[Saved entries]
-*-
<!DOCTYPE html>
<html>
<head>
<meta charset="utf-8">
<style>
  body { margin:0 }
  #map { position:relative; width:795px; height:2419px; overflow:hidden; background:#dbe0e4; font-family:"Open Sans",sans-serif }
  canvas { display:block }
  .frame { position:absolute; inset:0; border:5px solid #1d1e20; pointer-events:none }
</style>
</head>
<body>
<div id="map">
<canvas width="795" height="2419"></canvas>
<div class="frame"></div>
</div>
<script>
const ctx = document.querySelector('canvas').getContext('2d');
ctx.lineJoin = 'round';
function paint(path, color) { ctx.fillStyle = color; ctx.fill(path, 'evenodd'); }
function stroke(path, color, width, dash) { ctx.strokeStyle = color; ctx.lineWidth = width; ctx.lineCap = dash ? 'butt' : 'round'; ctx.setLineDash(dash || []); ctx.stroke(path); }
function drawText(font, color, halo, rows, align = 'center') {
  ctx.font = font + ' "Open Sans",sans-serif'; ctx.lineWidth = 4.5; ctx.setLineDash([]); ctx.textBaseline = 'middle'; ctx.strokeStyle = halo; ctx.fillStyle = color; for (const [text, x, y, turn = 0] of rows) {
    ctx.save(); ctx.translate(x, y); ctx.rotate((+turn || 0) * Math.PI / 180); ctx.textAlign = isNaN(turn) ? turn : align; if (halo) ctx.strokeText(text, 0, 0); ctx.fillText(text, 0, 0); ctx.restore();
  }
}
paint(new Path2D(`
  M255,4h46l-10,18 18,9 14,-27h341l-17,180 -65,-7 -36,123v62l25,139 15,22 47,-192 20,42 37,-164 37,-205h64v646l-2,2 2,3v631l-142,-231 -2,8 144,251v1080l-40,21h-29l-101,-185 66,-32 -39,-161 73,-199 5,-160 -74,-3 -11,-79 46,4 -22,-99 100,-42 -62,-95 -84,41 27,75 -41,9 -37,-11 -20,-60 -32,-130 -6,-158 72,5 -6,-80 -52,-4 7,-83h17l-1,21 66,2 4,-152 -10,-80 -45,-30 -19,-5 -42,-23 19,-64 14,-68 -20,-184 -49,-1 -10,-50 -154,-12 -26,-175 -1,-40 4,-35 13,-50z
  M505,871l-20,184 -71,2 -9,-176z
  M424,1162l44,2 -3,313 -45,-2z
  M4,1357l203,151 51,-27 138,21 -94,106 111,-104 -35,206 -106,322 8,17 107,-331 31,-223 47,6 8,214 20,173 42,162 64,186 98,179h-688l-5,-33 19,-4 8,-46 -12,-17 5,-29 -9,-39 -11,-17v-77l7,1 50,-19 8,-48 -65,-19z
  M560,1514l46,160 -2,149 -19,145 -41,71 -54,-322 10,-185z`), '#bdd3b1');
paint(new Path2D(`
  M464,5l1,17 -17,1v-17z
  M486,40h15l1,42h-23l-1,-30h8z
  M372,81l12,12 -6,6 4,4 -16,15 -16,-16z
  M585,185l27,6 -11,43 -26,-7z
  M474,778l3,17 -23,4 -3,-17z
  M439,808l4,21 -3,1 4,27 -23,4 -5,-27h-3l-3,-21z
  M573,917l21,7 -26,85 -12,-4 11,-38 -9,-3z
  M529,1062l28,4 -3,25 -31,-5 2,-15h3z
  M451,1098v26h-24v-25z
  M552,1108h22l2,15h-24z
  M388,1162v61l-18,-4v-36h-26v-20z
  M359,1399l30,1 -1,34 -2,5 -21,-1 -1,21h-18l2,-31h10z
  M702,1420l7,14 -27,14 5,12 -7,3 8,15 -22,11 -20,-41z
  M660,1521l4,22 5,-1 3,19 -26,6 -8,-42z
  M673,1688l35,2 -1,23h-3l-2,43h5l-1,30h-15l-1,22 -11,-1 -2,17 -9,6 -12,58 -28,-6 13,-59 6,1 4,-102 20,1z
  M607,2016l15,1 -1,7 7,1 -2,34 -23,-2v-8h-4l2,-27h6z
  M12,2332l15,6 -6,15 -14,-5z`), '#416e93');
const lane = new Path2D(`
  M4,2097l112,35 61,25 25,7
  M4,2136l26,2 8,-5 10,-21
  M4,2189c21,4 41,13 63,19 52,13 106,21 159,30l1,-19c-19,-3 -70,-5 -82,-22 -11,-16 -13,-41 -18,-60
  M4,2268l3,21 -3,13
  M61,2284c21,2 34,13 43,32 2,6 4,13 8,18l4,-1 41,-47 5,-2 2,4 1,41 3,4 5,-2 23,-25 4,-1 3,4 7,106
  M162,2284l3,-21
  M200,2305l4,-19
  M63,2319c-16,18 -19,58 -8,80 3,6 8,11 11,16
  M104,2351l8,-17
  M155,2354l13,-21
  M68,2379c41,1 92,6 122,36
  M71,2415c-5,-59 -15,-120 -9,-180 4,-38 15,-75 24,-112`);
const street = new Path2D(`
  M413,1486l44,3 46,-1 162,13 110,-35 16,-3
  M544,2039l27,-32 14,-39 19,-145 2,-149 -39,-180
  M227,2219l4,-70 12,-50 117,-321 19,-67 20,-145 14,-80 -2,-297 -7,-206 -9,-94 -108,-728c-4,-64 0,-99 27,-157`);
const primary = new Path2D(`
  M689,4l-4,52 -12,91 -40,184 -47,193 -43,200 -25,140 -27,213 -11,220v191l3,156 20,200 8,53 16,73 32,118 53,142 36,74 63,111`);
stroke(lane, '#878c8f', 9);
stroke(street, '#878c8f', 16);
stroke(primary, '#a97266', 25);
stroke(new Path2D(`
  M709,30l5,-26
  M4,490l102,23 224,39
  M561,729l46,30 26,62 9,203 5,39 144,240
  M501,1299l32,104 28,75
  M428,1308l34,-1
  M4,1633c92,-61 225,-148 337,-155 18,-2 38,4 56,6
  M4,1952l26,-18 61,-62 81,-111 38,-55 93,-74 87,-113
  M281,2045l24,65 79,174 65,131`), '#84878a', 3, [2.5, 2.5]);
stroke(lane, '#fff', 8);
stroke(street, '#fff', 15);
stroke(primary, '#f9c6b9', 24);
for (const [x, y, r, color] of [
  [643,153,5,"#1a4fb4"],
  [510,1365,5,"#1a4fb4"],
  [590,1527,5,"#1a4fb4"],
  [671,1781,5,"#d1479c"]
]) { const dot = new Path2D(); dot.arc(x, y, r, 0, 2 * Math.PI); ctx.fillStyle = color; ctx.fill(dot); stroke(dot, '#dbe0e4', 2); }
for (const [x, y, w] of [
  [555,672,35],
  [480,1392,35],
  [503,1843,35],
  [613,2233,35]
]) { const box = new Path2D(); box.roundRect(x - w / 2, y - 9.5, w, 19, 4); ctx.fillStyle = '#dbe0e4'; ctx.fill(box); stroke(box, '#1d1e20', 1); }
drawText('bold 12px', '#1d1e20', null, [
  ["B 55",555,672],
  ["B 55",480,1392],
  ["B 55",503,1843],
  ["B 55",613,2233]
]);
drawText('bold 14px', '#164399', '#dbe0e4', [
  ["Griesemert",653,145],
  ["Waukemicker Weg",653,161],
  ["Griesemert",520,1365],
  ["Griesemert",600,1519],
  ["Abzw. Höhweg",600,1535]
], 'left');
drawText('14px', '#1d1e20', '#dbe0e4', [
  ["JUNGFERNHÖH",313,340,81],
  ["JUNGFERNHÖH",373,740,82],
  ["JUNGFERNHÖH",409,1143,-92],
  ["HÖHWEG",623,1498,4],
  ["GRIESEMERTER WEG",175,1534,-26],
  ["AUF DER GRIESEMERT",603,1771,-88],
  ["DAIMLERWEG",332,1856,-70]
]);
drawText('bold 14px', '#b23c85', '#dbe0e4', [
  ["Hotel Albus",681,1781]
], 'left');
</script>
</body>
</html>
-*-
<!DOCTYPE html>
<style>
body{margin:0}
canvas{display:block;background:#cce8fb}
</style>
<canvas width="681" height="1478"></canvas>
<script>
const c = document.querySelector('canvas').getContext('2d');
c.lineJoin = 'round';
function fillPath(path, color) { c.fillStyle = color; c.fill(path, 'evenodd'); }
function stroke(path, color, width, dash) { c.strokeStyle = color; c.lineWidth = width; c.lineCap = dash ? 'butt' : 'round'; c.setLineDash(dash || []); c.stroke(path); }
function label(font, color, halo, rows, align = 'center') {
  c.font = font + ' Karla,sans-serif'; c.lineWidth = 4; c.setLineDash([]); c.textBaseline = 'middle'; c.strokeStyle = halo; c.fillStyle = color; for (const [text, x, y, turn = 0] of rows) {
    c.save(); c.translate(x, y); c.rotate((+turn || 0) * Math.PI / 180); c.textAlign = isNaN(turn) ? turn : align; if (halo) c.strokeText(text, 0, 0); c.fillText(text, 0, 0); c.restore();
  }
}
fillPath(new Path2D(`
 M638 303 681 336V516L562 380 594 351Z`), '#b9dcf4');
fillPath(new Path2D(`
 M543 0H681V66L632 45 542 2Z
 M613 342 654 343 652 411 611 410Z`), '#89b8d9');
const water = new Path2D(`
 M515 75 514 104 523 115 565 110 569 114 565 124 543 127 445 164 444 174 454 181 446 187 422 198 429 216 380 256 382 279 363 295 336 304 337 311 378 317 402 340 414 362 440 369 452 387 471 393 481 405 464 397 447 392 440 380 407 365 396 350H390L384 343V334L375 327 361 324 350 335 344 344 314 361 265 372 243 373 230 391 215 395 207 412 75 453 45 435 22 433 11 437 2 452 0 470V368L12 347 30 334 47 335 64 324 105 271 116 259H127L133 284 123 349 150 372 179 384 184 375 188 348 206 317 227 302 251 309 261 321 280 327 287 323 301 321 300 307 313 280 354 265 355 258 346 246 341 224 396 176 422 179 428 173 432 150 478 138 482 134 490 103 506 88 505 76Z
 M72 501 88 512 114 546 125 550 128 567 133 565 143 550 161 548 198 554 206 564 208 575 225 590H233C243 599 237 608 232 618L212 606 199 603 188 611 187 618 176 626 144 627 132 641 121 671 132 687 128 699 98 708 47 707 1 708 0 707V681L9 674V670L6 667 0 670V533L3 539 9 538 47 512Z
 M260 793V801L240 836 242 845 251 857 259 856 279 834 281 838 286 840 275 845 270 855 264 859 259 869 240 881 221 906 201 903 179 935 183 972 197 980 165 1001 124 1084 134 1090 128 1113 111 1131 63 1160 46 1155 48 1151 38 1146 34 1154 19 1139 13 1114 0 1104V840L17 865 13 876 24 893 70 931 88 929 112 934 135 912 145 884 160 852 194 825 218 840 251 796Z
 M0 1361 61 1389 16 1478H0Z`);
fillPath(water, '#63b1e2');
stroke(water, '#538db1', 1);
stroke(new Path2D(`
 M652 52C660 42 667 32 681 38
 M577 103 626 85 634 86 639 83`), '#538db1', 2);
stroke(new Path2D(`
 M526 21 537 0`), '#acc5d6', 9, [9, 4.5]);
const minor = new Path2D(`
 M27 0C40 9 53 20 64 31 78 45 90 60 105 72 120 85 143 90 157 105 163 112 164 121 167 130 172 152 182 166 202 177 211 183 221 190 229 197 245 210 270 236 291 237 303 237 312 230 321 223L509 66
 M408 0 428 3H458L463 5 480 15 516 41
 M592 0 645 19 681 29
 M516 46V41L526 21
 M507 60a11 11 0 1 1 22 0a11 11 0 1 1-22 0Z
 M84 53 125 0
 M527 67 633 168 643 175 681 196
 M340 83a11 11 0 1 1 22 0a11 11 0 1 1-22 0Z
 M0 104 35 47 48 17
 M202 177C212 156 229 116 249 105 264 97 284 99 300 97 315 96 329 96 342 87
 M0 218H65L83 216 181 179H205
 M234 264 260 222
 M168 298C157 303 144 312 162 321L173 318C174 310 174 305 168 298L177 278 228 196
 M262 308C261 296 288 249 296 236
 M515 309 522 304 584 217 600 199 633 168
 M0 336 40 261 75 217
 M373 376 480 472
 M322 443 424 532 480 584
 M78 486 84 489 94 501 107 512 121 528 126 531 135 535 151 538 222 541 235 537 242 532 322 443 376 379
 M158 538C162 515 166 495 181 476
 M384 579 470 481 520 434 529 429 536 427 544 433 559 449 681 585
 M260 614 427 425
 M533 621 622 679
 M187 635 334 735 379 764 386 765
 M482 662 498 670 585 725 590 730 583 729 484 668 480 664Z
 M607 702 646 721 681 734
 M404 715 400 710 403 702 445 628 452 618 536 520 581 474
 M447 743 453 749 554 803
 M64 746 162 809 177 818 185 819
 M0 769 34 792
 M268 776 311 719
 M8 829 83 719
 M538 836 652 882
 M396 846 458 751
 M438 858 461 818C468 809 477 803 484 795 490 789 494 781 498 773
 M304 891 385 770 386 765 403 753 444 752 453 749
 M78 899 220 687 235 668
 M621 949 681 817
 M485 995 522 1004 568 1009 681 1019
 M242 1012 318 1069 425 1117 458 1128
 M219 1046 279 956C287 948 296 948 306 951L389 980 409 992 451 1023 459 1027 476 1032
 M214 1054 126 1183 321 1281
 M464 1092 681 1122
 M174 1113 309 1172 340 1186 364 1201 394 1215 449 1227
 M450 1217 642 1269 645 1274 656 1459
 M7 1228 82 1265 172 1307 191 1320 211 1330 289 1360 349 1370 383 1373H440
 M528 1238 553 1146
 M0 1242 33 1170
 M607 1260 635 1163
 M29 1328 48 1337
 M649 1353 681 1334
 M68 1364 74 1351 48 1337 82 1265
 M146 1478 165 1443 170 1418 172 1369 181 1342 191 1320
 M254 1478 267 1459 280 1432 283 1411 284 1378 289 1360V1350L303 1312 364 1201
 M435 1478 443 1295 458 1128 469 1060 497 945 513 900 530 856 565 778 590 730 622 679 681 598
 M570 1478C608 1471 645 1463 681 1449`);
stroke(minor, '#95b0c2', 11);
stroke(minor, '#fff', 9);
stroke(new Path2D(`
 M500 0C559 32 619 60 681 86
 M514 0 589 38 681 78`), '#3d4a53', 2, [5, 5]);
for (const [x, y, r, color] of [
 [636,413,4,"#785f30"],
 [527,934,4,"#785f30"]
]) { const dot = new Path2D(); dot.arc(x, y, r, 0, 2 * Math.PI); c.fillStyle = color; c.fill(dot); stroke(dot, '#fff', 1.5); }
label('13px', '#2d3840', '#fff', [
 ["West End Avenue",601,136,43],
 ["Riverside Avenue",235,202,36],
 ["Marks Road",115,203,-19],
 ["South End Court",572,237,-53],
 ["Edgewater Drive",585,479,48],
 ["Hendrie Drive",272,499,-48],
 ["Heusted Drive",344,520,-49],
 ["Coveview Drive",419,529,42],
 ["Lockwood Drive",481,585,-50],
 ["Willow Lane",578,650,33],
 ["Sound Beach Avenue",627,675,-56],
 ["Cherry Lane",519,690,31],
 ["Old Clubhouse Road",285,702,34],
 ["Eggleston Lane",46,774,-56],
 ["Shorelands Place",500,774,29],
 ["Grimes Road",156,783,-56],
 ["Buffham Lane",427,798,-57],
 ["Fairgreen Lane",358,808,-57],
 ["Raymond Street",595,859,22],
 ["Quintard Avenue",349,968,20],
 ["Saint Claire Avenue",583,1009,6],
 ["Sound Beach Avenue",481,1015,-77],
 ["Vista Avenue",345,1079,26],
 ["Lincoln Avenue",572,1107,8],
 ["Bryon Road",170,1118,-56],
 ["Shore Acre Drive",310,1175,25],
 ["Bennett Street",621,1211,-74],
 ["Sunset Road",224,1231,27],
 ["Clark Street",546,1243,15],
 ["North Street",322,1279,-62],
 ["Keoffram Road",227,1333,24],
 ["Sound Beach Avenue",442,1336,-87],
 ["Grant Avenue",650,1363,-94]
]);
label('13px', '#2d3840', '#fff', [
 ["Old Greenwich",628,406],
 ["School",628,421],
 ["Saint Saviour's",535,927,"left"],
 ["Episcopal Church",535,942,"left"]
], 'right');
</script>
-*-
= Work task =
Return exactly the lines above from the line that has "M162,2284l3,-21" through the line that has "stroke(dot, '#dbe0e4', 2);", inclusive, and nothing else.

= Answer to this exercise =
  M162,2284l3,-21
  M200,2305l4,-19
  M63,2319c-16,18 -19,58 -8,80 3,6 8,11 11,16
  M104,2351l8,-17
  M155,2354l13,-21
  M68,2379c41,1 92,6 122,36
  M71,2415c-5,-59 -15,-120 -9,-180 4,-38 15,-75 24,-112`);
const street = new Path2D(`
  M413,1486l44,3 46,-1 162,13 110,-35 16,-3
  M544,2039l27,-32 14,-39 19,-145 2,-149 -39,-180
  M227,2219l4,-70 12,-50 117,-321 19,-67 20,-145 14,-80 -2,-297 -7,-206 -9,-94 -108,-728c-4,-64 0,-99 27,-157`);
const primary = new Path2D(`
  M689,4l-4,52 -12,91 -40,184 -47,193 -43,200 -25,140 -27,213 -11,220v191l3,156 20,200 8,53 16,73 32,118 53,142 36,74 63,111`);
stroke(lane, '#878c8f', 9);
stroke(street, '#878c8f', 16);
stroke(primary, '#a97266', 25);
stroke(new Path2D(`
  M709,30l5,-26
  M4,490l102,23 224,39
  M561,729l46,30 26,62 9,203 5,39 144,240
  M501,1299l32,104 28,75
  M428,1308l34,-1
  M4,1633c92,-61 225,-148 337,-155 18,-2 38,4 56,6
  M4,1952l26,-18 61,-62 81,-111 38,-55 93,-74 87,-113
  M281,2045l24,65 79,174 65,131`), '#84878a', 3, [2.5, 2.5]);
stroke(lane, '#fff', 8);
stroke(street, '#fff', 15);
stroke(primary, '#f9c6b9', 24);
for (const [x, y, r, color] of [
  [643,153,5,"#1a4fb4"],
  [510,1365,5,"#1a4fb4"],
  [590,1527,5,"#1a4fb4"],
  [671,1781,5,"#d1479c"]
]) { const dot = new Path2D(); dot.arc(x, y, r, 0, 2 * Math.PI); ctx.fillStyle = color; ctx.fill(dot); stroke(dot, '#dbe0e4', 2); }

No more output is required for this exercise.